170    Les requérantes soutiennent que le Conseil a violé le principe de proportionnalité ainsi que leur droit de propriété.

171    Le Conseil, soutenu par la Commission, conteste le bien‑fondé des arguments des requérantes.

172    Selon la jurisprudence, en vertu du principe de proportionnalité, qui fait partie des principes généraux du droit de l’Union, la légalité de l’interdiction d’une activité économique est subordonnée à la condition que les mesures d’interdiction soient appropriées et nécessaires à la réalisation des objectifs légitimement poursuivis par la réglementation en cause, étant entendu que, lorsqu’un choix s’offre entre plusieurs mesures appropriées, il convient de recourir à la moins contraignante et que les inconvénients causés ne doivent pas être démesurés par rapport aux buts visés (arrêt du 14 octobre 2009, Bank Melli Iran/Conseil, point 6 supra, point 66).
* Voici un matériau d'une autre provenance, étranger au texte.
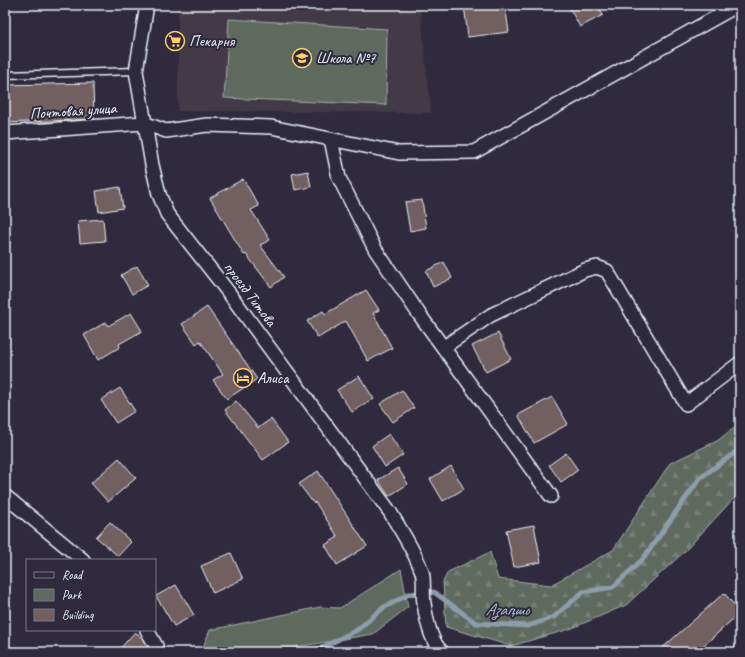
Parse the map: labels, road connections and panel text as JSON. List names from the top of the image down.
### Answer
{
  "streets": {
    "street": ["Почтовая улица", "проезд Титова"]
  },
  "crossings": [
    ["Почтовая улица", "проезд Титова"]
  ],
  "water": ["Аӡаԥшь"],
  "places": {
    "supermarket": ["Пекарня"],
    "school or university": ["Школа №7"],
    "hotel": ["Алиса"]
  },
  "legend": ["Road", "Park", "Building"]
}
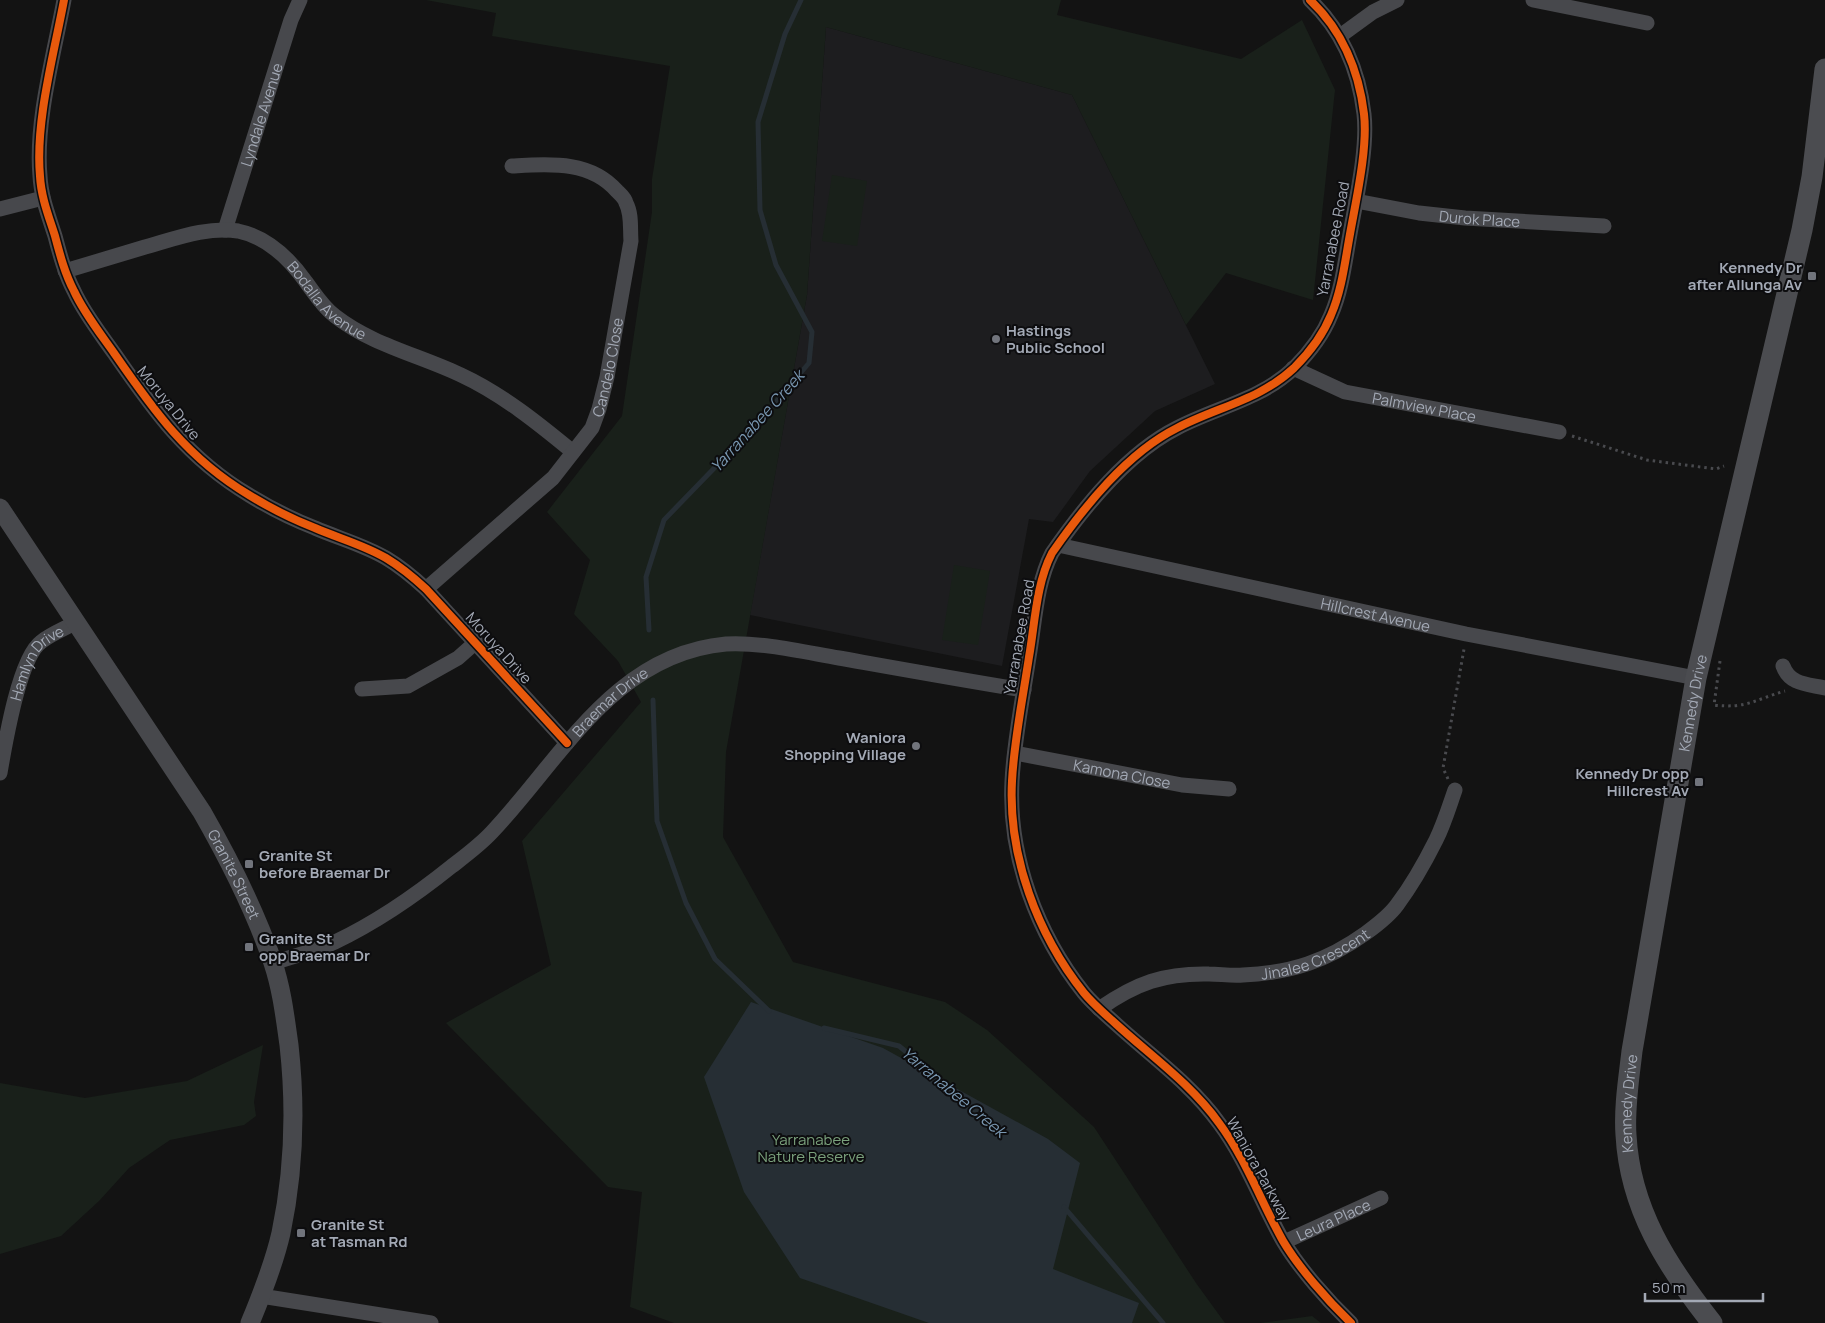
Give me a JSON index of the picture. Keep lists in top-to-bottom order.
{
  "streets": {
    "main road": ["Kennedy Drive"],
    "street": [
      "Lyndale Avenue",
      "Durok Place",
      "Yarranabee Road",
      "Bodalla Avenue",
      "Candelo Close",
      "Moruya Drive",
      "Palmview Place",
      "Hillcrest Avenue",
      "Hamlyn Drive",
      "Braemar Drive",
      "Kamona Close",
      "Granite Street",
      "Jinalee Crescent",
      "Waniora Parkway",
      "Leura Place"
    ]
  },
  "crossings": [
    ["Lyndale Avenue", "Bodalla Avenue"],
    ["Durok Place", "Yarranabee Road"],
    ["Yarranabee Road", "Palmview Place"],
    ["Yarranabee Road", "Hillcrest Avenue"],
    ["Yarranabee Road", "Braemar Drive"],
    ["Yarranabee Road", "Kamona Close"],
    ["Yarranabee Road", "Waniora Parkway"],
    ["Bodalla Avenue", "Candelo Close"],
    ["Bodalla Avenue", "Moruya Drive"],
    ["Candelo Close", "Moruya Drive"],
    ["Moruya Drive", "Braemar Drive"],
    ["Hillcrest Avenue", "Kennedy Drive"],
    ["Hamlyn Drive", "Granite Street"],
    ["Braemar Drive", "Granite Street"],
    ["Jinalee Crescent", "Waniora Parkway"],
    ["Waniora Parkway", "Leura Place"]
  ],
  "water": ["Yarranabee Creek"],
  "parks": ["Yarranabee Nature Reserve"],
  "places": {
    "transit": [
      "Kennedy Dr after Allunga Av",
      "Kennedy Dr opp Hillcrest Av",
      "Granite St before Braemar Dr",
      "Granite St opp Braemar Dr",
      "Granite St at Tasman Rd"
    ],
    "other": ["Hastings Public School", "Waniora Shopping Village"]
  },
  "scale_bar": "50 m"
}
173    En l’espèce, en premier lieu, les requérantes soutiennent qu’elles sont visées par des mesures restrictives allant au-delà des mesures prévues dans les résolutions du Conseil de sécurité des Nations unies, alors que les actes attaqués sont censés refléter ces mêmes résolutions. Partant, les mesures restrictives les visant seraient disproportionnées, étant donné que le Conseil n’a fourni aucune justification objective par rapport à cette disparité.
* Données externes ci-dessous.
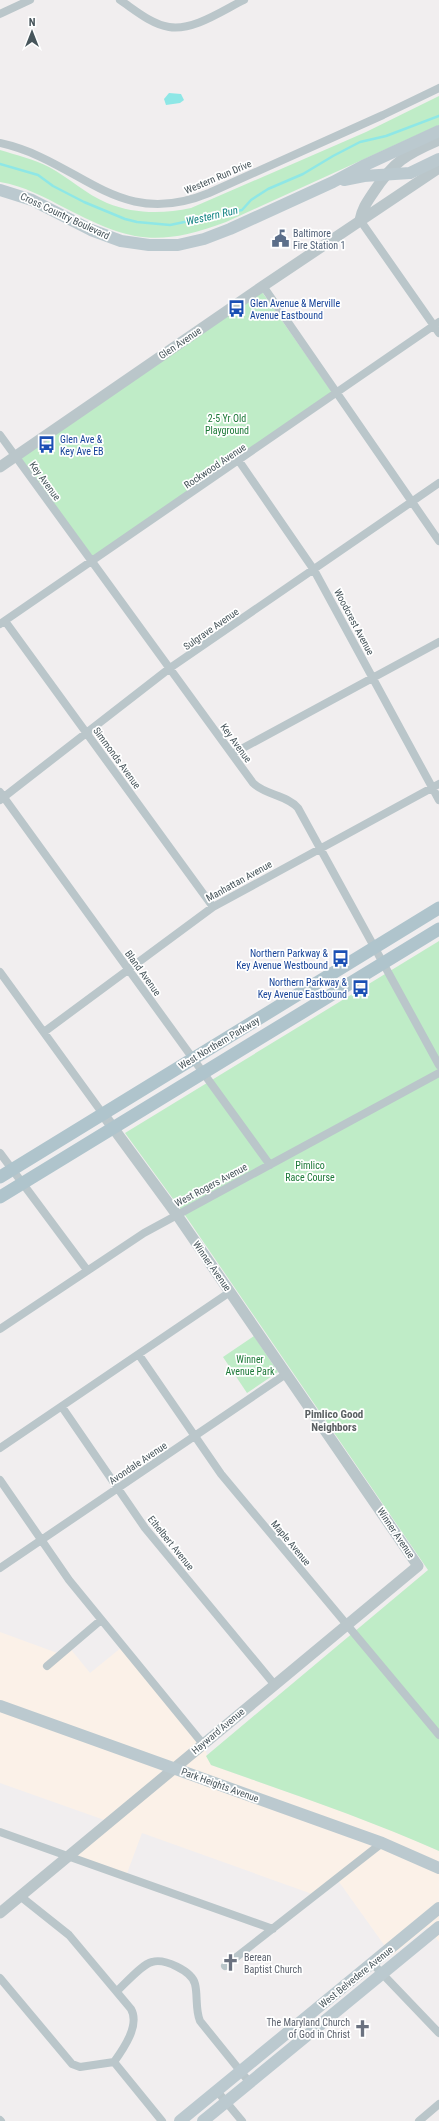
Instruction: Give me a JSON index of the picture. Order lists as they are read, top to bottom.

174    À cet égard, il a déjà été exposé au point 159 ci‑dessus que le Conseil était compétent pour adopter, en vertu de l’article 215 TFUE, des mesures restrictives allant au-delà de celles décidées par le Conseil de sécurité des Nations unies, telles que celles prévues par le règlement n° 961/2010 et par le règlement n° 267/2012.

175    La même conclusion doit être appliquée, par analogie, aux mesures restrictives adoptées en vertu de l’article 29 TUE, telles que celles prévues par la décision 2010/413 et par les décisions adoptées pour la mettre en œuvre. En effet, l’article 29 TUE ne limite pas non plus les pouvoirs qu’il confère au Conseil à la mise en œuvre des mesures décidées par le Conseil de sécurité des Nations unies.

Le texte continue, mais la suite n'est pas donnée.